Task statement →
Count how many lines of the data below contain the string "labels"; the reply should be that number alone.

Stored data entries
——

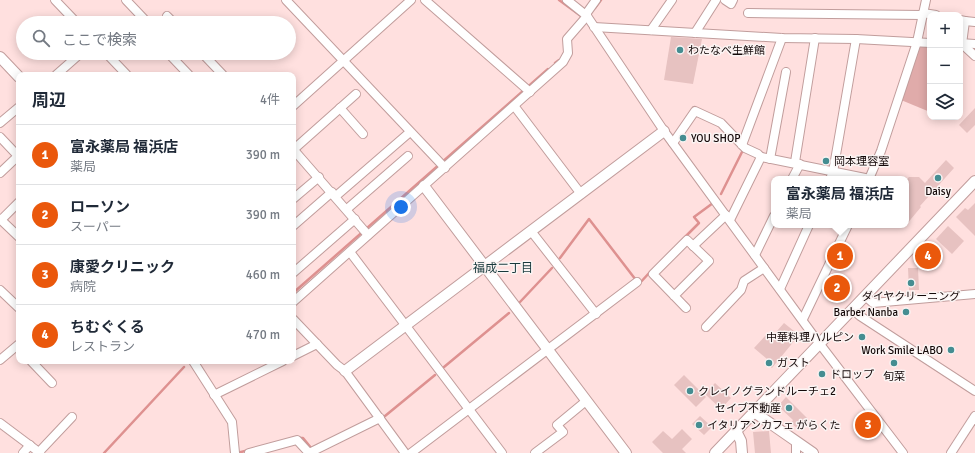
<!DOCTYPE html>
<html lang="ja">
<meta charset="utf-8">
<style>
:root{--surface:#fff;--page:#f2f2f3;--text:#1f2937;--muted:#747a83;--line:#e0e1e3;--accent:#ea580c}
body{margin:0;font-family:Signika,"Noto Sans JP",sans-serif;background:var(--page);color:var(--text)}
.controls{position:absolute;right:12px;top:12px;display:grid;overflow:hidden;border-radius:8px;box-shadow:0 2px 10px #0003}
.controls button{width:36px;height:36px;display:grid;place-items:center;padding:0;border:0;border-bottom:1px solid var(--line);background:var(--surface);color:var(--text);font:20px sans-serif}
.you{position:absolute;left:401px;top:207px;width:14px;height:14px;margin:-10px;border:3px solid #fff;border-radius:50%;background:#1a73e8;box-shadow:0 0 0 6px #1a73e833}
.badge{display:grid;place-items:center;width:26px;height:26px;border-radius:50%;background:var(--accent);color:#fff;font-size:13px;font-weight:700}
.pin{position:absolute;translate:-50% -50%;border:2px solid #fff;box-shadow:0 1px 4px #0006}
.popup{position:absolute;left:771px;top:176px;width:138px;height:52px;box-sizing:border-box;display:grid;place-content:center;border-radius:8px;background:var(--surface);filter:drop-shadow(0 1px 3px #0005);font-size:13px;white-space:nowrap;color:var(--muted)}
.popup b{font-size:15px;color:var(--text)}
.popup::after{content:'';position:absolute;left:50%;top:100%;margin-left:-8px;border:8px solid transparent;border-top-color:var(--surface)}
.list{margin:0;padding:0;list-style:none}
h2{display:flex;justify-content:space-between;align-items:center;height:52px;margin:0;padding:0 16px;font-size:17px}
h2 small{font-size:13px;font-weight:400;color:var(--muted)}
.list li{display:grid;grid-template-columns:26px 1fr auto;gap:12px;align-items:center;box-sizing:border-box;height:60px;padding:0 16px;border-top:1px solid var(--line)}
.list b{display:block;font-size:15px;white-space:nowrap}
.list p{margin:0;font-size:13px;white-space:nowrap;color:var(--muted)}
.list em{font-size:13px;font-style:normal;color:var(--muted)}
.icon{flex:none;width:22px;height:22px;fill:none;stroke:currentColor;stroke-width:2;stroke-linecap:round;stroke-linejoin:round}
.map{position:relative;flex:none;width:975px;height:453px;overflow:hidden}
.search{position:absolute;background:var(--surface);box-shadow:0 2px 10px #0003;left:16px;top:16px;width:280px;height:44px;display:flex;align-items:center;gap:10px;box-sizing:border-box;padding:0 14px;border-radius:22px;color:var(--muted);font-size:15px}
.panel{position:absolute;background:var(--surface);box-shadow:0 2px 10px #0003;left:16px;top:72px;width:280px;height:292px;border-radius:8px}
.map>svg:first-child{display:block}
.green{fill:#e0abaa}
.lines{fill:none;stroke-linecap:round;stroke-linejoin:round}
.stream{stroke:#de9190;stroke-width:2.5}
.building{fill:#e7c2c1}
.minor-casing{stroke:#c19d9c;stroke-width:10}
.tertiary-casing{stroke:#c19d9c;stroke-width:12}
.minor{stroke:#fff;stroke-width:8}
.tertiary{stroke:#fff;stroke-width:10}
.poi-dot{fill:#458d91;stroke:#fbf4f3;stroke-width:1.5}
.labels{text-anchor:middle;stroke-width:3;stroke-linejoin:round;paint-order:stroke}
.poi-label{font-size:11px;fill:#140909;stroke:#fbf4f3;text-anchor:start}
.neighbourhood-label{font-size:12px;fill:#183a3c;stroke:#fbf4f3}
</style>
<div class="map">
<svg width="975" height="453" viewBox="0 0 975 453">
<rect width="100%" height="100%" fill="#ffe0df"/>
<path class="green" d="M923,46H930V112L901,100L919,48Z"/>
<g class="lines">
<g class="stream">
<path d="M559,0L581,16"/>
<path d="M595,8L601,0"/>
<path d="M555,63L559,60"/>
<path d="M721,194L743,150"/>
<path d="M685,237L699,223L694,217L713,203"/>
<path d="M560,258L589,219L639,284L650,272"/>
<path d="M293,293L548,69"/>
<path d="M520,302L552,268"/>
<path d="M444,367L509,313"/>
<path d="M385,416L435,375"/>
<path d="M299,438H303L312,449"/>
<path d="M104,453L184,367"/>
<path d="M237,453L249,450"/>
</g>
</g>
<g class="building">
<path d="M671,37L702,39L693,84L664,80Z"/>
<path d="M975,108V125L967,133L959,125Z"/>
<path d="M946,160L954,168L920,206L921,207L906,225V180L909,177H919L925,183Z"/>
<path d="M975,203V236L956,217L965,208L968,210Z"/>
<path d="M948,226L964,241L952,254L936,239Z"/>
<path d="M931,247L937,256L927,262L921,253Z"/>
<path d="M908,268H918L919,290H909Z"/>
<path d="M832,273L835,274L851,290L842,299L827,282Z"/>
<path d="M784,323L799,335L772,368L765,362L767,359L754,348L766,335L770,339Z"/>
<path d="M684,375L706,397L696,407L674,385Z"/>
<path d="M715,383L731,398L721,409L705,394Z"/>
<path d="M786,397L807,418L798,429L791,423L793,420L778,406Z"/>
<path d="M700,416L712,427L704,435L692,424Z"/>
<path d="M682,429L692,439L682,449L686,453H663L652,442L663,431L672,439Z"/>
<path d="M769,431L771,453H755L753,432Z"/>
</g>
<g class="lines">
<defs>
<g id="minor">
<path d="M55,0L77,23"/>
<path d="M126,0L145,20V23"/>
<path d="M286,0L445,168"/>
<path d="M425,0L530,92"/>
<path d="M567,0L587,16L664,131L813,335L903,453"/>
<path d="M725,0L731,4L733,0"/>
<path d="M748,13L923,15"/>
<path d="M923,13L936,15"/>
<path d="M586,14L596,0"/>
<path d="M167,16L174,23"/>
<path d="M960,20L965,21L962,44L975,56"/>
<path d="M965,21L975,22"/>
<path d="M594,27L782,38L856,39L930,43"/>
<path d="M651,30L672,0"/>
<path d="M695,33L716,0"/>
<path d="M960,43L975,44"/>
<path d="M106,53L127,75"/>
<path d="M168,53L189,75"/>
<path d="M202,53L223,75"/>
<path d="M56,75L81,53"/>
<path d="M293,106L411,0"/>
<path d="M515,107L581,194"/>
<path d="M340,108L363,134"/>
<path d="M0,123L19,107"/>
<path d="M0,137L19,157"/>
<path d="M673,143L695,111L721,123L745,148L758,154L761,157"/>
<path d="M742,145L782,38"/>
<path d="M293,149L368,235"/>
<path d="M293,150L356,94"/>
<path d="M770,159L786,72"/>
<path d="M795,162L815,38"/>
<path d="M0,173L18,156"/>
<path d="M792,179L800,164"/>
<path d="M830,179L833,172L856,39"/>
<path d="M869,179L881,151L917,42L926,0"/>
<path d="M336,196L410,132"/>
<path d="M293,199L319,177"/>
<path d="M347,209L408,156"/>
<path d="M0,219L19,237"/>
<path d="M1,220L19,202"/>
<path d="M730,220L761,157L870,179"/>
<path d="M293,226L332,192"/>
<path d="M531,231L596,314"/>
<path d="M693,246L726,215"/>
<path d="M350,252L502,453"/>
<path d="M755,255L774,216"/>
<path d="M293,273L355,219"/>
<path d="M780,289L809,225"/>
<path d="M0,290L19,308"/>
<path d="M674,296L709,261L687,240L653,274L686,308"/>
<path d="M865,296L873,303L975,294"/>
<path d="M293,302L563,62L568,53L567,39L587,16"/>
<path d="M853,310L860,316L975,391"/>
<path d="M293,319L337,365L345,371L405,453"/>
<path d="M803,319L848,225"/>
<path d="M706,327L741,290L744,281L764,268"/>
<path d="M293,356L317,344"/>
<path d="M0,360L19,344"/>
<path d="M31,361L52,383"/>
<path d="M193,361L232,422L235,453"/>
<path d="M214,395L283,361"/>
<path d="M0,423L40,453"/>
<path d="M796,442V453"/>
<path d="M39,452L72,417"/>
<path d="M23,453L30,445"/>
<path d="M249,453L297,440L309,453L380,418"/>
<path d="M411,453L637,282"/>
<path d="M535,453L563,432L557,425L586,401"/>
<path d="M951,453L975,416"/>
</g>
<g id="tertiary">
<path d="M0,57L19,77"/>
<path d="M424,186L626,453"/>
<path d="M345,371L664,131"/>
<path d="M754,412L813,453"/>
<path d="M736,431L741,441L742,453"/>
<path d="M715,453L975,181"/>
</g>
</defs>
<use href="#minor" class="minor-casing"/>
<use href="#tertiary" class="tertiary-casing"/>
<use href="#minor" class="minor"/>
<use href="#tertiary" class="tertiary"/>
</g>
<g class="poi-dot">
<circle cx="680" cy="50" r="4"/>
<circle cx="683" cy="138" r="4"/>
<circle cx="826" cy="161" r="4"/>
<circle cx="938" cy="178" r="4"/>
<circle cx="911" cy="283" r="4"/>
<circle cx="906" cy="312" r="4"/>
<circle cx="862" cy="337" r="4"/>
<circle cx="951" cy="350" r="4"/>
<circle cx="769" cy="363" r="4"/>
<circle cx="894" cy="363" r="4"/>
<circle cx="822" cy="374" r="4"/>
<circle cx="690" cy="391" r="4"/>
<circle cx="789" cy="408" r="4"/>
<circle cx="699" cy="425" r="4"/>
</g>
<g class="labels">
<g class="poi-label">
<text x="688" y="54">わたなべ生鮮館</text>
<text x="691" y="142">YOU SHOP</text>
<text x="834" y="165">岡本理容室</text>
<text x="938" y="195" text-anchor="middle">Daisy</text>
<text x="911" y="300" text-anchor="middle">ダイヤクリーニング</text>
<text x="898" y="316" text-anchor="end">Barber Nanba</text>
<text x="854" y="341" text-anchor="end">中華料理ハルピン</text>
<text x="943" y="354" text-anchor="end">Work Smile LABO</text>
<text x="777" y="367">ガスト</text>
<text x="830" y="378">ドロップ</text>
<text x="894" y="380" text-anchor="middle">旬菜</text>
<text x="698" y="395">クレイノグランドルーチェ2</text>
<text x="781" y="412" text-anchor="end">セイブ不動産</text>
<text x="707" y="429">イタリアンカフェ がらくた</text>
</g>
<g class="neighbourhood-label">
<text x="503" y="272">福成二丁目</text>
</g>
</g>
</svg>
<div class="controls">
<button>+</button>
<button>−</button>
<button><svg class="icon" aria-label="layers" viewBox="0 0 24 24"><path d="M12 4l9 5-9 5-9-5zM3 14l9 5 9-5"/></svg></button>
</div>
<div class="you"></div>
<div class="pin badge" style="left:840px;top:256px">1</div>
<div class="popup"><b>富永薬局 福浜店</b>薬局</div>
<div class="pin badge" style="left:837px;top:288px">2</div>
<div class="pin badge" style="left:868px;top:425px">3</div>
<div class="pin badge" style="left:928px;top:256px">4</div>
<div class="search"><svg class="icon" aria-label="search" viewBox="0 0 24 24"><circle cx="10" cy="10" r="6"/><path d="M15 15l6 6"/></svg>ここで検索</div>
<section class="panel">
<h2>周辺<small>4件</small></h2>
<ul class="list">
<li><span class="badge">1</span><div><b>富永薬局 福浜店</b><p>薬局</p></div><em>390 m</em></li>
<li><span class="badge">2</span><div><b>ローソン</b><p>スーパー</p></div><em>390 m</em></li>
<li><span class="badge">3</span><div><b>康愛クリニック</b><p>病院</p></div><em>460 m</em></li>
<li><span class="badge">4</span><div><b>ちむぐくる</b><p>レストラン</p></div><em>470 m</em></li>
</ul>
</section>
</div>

——

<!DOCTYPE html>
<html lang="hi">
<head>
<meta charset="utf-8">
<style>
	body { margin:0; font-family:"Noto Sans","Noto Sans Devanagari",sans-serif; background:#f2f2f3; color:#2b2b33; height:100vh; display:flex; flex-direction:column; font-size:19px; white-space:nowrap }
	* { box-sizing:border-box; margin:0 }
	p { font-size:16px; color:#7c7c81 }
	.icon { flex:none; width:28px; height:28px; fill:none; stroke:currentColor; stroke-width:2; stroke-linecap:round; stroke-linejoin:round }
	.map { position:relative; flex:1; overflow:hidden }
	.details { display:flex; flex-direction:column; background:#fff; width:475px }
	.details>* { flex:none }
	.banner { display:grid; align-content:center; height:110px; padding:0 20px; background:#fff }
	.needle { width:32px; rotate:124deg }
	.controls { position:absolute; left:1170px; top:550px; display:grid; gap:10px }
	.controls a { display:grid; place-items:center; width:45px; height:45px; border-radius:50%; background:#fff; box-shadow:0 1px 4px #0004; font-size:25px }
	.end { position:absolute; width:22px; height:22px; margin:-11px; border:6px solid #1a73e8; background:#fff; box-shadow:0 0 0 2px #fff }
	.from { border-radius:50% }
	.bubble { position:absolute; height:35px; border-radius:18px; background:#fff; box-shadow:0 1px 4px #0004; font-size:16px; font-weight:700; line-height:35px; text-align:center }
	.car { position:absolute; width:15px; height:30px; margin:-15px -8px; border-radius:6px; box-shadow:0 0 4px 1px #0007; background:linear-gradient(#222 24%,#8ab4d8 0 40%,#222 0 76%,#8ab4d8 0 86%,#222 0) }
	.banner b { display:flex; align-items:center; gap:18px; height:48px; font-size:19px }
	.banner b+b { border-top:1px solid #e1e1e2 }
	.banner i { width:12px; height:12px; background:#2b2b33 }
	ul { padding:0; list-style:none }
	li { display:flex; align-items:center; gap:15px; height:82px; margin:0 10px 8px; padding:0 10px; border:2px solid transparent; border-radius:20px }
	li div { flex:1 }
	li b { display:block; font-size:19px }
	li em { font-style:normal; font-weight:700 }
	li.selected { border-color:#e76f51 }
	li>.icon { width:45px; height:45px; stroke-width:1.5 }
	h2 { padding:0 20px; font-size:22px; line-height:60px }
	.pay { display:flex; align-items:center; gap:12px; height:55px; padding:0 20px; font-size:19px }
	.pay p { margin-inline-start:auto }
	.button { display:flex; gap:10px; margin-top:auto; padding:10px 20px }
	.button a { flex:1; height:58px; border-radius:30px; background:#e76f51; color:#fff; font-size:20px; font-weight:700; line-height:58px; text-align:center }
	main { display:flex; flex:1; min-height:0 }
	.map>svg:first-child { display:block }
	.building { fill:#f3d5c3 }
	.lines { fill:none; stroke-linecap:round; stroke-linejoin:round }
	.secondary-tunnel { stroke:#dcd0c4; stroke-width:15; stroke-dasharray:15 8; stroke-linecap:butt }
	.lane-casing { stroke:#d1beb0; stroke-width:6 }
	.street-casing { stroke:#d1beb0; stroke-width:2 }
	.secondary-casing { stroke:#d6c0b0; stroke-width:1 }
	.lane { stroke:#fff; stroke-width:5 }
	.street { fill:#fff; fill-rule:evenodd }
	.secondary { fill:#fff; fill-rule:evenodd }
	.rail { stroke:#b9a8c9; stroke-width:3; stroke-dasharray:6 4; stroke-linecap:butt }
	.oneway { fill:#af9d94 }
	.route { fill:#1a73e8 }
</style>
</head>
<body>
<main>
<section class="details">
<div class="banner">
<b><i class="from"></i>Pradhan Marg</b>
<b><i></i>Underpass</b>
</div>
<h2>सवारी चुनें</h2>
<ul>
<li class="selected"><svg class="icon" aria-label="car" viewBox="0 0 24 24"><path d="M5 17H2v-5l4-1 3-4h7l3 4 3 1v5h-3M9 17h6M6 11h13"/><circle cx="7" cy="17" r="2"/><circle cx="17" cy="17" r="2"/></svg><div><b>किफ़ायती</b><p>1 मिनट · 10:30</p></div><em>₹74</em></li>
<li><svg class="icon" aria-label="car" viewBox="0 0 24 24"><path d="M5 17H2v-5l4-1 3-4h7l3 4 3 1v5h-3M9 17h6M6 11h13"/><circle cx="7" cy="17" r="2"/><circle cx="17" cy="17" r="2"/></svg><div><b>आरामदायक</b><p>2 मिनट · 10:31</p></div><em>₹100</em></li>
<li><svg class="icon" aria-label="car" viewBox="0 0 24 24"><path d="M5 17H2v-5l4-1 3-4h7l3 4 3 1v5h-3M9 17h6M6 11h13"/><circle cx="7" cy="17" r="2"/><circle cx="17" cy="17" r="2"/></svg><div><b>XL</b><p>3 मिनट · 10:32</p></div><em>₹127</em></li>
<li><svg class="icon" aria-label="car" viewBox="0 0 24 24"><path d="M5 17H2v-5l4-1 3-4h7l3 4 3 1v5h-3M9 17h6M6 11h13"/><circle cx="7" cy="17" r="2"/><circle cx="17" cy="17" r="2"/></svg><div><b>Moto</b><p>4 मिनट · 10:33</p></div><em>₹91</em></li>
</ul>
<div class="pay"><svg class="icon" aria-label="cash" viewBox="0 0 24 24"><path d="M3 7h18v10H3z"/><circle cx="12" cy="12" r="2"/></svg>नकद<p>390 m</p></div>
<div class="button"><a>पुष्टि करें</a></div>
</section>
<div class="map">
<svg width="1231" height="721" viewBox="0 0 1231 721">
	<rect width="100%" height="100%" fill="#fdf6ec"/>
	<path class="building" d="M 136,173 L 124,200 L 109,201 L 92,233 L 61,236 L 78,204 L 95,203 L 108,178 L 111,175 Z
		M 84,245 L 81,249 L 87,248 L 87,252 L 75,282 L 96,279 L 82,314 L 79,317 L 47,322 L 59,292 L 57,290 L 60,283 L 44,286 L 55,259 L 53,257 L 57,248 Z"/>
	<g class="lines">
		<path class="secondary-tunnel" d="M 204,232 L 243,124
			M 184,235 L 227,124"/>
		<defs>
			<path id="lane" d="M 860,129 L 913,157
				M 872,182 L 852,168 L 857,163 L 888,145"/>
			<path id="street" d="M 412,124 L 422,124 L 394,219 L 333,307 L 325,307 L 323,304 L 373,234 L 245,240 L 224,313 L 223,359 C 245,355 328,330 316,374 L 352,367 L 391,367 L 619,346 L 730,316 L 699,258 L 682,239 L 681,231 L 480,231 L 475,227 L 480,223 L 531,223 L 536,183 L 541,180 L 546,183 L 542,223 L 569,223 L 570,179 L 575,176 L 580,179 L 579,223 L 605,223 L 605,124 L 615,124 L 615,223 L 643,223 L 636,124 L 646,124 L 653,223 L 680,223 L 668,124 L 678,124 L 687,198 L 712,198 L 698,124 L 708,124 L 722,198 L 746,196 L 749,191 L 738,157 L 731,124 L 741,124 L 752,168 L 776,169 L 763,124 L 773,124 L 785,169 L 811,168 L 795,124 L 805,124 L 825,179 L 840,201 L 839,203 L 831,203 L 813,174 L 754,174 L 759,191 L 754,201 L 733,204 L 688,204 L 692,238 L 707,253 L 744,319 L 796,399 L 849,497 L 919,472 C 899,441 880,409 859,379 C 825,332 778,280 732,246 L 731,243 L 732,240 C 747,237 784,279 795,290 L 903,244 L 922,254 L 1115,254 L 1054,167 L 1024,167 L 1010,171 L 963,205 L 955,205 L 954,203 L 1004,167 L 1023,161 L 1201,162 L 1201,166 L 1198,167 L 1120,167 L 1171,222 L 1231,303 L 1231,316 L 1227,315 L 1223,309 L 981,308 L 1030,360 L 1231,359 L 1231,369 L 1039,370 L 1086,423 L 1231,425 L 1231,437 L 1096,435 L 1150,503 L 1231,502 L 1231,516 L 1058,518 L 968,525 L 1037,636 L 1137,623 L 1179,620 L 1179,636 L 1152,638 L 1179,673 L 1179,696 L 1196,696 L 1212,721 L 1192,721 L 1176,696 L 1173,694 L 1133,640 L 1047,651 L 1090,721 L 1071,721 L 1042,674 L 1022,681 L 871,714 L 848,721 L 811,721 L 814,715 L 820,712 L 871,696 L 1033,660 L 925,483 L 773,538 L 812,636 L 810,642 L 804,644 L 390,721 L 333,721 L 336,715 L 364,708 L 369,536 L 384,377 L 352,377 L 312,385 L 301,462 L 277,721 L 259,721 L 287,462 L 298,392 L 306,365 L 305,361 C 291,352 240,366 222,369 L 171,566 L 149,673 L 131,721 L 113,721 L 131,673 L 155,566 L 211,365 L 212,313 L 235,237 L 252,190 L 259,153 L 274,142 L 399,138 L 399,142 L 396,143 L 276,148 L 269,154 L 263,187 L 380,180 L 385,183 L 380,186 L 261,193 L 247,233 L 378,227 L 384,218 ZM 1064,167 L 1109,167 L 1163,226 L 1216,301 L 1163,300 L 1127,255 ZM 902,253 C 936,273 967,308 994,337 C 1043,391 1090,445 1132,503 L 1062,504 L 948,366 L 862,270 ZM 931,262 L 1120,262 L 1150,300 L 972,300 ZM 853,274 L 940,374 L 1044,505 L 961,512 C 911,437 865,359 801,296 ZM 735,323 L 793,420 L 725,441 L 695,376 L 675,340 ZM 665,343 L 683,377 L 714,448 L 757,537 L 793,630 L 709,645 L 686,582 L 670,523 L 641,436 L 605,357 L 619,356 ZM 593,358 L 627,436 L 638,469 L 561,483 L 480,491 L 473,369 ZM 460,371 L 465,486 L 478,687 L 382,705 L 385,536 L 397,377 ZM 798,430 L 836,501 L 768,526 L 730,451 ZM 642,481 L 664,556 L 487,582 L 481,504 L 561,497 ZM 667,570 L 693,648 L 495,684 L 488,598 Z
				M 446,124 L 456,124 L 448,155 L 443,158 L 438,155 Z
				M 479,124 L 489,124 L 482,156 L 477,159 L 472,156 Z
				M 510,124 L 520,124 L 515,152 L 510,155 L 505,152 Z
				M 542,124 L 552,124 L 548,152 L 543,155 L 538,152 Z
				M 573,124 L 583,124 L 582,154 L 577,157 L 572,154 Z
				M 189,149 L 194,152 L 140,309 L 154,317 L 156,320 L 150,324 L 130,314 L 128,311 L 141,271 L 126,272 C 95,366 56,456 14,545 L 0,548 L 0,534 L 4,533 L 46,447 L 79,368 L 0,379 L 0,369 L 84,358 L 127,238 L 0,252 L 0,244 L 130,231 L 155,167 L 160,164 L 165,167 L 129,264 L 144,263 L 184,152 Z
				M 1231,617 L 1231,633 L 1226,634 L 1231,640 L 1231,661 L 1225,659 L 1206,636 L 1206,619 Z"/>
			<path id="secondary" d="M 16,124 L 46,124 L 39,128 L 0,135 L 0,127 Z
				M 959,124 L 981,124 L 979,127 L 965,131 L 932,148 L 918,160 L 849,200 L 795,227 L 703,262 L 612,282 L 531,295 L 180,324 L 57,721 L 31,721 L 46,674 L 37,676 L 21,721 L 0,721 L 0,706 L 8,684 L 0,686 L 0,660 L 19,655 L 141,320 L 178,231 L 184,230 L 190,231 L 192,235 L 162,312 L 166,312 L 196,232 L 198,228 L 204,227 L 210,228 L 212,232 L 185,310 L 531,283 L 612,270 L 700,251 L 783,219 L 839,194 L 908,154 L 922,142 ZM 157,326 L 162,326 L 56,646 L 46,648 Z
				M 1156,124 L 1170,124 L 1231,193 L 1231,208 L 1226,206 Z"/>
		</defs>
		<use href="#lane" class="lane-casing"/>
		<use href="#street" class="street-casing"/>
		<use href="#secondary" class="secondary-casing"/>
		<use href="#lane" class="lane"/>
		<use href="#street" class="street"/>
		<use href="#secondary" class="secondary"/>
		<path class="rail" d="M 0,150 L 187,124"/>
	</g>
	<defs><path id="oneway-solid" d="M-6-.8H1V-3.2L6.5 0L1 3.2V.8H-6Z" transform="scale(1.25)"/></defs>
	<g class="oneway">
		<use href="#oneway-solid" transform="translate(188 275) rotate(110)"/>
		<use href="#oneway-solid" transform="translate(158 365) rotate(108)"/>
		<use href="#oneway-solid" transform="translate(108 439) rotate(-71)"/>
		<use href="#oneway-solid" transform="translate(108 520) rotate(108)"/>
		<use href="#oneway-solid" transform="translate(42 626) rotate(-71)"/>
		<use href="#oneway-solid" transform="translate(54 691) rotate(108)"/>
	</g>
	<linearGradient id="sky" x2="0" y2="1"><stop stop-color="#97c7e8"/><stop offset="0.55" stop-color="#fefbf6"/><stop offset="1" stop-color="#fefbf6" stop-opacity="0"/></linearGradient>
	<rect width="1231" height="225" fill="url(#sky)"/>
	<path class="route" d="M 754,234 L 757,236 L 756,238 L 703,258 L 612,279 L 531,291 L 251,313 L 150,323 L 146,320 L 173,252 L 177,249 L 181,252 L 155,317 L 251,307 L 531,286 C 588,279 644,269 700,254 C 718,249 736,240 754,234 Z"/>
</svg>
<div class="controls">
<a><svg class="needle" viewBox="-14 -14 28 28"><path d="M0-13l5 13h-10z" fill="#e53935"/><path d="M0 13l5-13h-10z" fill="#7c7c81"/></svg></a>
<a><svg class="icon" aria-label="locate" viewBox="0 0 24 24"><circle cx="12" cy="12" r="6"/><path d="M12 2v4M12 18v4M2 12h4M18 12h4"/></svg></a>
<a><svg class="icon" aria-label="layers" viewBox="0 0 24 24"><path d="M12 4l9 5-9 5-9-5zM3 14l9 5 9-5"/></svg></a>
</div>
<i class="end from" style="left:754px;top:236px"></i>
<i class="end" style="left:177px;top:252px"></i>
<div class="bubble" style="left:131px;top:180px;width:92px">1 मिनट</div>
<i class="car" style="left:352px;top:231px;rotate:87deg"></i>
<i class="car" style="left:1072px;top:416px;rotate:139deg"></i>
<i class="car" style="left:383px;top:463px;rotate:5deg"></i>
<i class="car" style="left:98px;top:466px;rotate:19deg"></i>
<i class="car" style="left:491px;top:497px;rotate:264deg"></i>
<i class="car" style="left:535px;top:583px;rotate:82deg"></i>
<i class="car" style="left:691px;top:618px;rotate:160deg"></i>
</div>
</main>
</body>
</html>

——

Answer space →
2